### What you are asked to do
Which of the lines in the data mention the string "cover"? List them all.

### Provided material
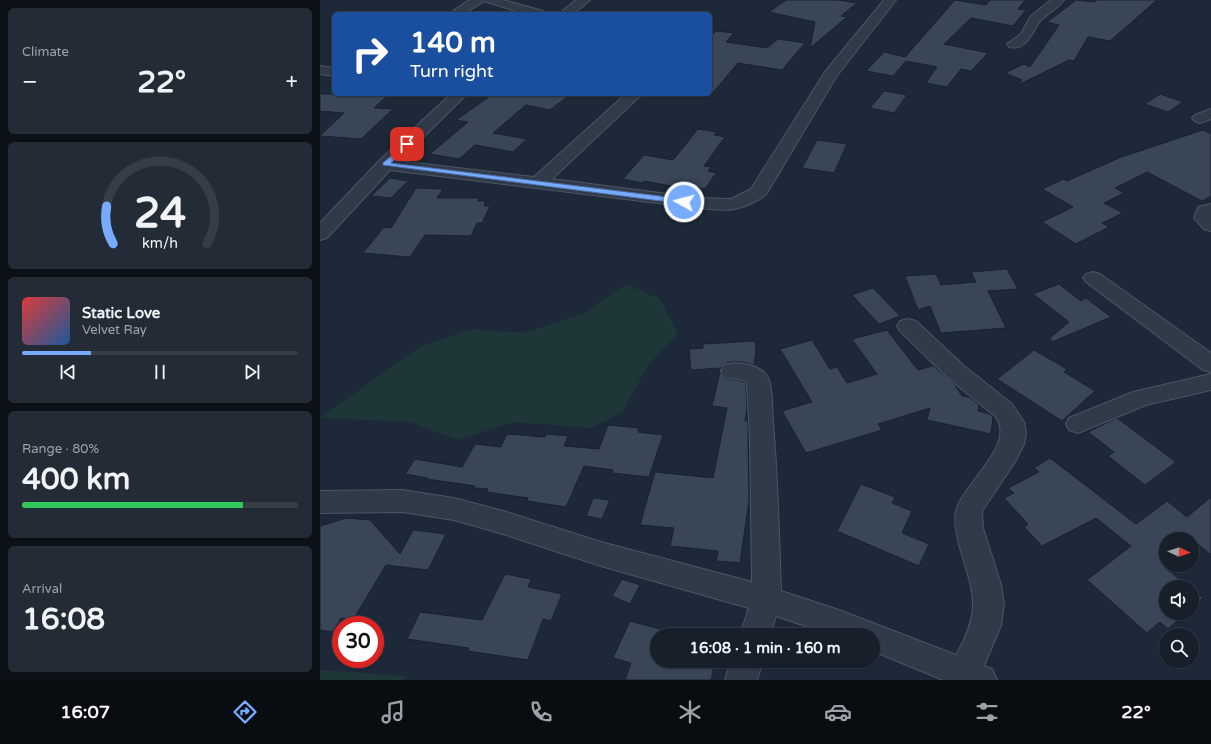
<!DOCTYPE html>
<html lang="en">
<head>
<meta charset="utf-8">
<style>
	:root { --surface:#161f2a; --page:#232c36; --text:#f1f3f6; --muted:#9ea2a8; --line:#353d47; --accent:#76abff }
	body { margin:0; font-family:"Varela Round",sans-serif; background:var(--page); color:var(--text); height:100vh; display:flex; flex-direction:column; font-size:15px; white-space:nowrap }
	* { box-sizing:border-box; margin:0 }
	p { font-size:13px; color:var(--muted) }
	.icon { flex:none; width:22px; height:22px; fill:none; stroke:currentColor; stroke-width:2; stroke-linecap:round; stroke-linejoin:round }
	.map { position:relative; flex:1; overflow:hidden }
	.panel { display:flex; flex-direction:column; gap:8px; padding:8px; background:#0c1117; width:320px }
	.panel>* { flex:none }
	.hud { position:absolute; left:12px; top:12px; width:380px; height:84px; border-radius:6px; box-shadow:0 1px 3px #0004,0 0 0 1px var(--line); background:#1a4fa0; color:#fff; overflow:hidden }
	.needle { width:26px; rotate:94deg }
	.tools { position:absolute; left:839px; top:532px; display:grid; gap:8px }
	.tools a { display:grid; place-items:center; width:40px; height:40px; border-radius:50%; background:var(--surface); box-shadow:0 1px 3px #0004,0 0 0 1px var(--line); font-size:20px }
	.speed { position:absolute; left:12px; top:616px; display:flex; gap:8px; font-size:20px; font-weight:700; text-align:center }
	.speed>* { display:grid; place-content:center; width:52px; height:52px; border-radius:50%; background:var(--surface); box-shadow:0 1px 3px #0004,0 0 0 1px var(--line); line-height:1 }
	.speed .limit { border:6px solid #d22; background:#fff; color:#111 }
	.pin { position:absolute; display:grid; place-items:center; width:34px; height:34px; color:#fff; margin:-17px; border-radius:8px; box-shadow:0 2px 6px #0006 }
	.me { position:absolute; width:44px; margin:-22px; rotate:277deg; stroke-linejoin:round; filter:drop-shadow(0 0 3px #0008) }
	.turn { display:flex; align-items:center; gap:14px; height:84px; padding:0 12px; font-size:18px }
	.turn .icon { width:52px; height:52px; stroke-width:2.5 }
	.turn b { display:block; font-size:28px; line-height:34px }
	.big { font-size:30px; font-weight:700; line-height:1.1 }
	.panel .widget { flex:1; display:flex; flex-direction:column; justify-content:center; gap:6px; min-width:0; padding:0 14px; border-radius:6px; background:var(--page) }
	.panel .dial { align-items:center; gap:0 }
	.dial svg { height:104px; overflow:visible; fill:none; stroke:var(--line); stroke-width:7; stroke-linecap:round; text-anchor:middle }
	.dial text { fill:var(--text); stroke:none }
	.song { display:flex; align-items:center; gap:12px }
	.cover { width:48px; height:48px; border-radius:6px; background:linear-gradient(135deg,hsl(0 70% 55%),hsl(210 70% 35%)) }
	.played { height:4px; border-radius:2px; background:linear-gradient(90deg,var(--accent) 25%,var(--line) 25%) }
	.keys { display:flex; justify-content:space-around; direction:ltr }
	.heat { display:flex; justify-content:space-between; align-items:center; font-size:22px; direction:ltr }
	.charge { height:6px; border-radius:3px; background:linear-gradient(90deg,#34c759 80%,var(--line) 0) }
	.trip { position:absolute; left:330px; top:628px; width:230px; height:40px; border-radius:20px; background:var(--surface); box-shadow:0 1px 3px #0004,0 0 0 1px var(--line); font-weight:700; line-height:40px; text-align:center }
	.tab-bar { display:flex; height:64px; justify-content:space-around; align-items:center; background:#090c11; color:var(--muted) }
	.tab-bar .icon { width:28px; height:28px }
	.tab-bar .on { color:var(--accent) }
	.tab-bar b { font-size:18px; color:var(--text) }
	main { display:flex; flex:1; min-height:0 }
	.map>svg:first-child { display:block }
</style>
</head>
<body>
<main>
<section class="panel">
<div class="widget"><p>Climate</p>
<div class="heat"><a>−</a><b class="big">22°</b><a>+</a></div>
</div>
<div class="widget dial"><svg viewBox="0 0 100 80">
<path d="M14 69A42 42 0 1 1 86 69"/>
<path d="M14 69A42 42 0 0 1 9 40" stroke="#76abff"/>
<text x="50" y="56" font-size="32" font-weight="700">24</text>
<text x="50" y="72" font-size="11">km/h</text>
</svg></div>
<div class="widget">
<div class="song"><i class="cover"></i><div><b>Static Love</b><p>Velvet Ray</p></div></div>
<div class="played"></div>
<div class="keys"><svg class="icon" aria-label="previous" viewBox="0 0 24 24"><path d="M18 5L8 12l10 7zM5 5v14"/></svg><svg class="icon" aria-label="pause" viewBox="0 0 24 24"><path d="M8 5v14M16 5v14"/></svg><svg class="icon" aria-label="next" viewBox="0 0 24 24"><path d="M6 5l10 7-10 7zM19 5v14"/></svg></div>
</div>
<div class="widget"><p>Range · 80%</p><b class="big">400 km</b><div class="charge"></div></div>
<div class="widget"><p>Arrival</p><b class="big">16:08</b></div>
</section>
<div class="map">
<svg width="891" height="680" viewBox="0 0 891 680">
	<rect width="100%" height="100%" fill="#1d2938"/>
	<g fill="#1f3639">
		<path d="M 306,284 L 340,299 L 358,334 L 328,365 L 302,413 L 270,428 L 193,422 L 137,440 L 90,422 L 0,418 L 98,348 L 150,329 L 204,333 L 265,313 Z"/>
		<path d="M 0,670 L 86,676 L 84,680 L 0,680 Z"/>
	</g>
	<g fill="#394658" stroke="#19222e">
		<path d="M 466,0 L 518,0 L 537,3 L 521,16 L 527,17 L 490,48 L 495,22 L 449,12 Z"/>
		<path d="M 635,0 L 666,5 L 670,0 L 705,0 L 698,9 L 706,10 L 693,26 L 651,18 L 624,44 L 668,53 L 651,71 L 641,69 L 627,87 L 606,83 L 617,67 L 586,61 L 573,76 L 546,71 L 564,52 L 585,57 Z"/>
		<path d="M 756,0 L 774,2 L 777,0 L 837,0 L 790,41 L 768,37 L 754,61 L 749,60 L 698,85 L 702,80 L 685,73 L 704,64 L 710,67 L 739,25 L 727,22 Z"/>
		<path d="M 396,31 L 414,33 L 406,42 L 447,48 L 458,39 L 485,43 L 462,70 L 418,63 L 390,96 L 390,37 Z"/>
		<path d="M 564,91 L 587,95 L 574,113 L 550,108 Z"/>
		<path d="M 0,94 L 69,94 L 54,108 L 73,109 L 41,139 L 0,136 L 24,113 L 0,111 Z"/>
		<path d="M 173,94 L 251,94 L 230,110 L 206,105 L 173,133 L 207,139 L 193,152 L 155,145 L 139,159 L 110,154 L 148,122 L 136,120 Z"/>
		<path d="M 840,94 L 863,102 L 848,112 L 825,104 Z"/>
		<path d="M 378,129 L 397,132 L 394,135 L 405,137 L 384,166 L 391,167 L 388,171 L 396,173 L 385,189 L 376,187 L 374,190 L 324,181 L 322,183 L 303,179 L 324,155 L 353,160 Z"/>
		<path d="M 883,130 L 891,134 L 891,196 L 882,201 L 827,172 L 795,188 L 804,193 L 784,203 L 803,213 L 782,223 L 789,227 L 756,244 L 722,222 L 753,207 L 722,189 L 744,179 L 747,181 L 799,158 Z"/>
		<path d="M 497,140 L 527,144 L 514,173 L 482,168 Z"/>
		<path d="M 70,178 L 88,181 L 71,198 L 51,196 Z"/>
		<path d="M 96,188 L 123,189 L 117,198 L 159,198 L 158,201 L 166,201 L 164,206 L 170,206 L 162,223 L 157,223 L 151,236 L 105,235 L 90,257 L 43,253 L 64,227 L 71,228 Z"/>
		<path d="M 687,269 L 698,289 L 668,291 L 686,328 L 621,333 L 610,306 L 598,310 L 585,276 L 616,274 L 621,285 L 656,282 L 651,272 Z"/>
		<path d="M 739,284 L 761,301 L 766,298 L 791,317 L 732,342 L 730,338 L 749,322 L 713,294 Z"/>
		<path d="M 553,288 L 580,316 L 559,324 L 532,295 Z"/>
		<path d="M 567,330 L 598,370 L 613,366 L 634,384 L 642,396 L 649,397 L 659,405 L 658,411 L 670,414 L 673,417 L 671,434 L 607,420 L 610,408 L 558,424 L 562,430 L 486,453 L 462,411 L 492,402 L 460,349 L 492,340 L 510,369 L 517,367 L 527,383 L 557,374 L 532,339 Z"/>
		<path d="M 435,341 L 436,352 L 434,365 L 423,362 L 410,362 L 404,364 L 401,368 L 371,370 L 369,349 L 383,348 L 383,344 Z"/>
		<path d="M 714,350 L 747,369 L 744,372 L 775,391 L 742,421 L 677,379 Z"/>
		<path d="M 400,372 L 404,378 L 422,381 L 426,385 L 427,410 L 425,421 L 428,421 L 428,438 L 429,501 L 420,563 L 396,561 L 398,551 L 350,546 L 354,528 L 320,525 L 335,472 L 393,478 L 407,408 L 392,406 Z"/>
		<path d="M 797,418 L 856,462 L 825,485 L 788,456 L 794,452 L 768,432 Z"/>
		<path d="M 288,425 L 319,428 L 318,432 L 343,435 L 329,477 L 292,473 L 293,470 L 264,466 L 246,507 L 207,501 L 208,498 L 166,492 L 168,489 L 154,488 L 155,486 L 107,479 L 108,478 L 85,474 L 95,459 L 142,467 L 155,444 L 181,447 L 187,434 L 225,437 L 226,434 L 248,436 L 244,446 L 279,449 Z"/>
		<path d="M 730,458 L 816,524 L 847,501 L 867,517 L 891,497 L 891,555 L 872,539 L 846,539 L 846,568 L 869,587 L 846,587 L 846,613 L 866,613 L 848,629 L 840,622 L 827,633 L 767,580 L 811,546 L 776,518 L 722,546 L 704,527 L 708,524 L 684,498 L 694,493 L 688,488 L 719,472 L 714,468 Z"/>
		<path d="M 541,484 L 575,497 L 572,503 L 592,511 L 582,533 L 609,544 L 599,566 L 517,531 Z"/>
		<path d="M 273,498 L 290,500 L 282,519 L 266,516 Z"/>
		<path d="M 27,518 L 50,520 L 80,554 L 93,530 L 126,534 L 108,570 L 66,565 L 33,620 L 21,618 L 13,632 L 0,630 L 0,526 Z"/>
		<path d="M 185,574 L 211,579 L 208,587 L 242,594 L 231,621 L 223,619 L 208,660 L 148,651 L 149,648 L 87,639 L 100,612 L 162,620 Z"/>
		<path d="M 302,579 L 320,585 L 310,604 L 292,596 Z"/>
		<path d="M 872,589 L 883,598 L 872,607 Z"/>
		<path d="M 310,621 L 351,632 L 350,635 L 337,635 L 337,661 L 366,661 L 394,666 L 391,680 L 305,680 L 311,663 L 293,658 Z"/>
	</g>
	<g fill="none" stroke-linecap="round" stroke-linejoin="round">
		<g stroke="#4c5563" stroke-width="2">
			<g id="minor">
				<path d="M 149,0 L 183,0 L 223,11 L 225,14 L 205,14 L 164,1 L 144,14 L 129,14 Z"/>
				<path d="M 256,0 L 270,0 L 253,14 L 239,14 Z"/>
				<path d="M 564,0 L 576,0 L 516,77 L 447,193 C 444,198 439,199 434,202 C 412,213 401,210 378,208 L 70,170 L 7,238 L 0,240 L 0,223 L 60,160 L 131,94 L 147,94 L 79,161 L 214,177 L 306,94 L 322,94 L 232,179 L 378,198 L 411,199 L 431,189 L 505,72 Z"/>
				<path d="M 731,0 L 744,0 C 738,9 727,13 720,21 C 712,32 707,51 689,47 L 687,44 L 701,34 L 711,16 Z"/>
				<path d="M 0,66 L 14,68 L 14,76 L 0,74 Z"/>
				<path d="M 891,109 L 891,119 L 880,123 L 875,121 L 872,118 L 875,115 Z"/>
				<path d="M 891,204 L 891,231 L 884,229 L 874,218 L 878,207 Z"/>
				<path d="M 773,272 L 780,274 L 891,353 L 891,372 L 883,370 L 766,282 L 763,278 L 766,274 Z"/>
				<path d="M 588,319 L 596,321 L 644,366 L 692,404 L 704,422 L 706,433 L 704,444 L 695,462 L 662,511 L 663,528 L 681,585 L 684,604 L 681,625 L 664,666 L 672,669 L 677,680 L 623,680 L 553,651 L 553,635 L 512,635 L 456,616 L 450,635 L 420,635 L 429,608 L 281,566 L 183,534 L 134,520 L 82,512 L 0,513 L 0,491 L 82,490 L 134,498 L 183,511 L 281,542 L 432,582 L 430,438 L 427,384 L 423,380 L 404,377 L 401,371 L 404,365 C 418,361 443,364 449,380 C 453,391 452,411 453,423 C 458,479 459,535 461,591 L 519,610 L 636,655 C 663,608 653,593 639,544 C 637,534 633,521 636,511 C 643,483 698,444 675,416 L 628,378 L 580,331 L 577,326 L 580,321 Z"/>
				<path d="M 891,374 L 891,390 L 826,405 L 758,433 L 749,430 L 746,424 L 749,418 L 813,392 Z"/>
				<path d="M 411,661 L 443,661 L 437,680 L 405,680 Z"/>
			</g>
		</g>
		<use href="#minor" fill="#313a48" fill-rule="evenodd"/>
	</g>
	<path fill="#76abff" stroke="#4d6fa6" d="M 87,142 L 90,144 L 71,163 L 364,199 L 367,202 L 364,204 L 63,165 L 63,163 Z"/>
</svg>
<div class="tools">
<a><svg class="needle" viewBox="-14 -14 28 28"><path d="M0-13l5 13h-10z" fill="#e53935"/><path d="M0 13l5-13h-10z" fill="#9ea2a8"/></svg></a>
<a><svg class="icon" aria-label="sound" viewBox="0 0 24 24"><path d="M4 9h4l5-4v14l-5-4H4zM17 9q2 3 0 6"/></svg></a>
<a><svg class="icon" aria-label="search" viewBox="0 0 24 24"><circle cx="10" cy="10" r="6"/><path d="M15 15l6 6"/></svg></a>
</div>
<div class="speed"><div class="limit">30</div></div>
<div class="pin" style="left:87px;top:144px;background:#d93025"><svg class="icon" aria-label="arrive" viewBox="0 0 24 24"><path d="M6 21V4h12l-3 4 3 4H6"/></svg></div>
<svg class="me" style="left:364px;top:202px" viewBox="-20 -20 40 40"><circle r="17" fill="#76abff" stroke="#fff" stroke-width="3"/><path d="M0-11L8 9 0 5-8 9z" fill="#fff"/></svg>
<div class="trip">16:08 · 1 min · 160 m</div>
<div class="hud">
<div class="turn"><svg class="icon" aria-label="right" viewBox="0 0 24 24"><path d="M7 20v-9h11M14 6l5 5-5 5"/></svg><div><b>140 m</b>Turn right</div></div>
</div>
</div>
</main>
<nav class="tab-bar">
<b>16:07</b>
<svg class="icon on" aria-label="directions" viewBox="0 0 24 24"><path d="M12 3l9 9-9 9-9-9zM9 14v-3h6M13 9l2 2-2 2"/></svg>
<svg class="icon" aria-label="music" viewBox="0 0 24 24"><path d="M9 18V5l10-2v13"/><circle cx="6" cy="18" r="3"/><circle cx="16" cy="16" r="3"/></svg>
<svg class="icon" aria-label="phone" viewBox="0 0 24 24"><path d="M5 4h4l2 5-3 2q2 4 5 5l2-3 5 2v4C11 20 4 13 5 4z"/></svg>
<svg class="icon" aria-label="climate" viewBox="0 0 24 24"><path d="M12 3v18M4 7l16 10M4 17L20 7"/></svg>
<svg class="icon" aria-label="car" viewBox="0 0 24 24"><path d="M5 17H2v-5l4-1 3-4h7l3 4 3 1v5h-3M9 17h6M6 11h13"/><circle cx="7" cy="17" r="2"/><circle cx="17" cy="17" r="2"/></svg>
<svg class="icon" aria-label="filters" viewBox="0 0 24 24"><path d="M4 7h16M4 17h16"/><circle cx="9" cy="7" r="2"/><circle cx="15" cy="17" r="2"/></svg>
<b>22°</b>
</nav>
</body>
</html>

### Solution for this problem
	.cover { width:48px; height:48px; border-radius:6px; background:linear-gradient(135deg,hsl(0 70% 55%),hsl(210 70% 35%)) }
<div class="song"><i class="cover"></i><div><b>Static Love</b><p>Velvet Ray</p></div></div>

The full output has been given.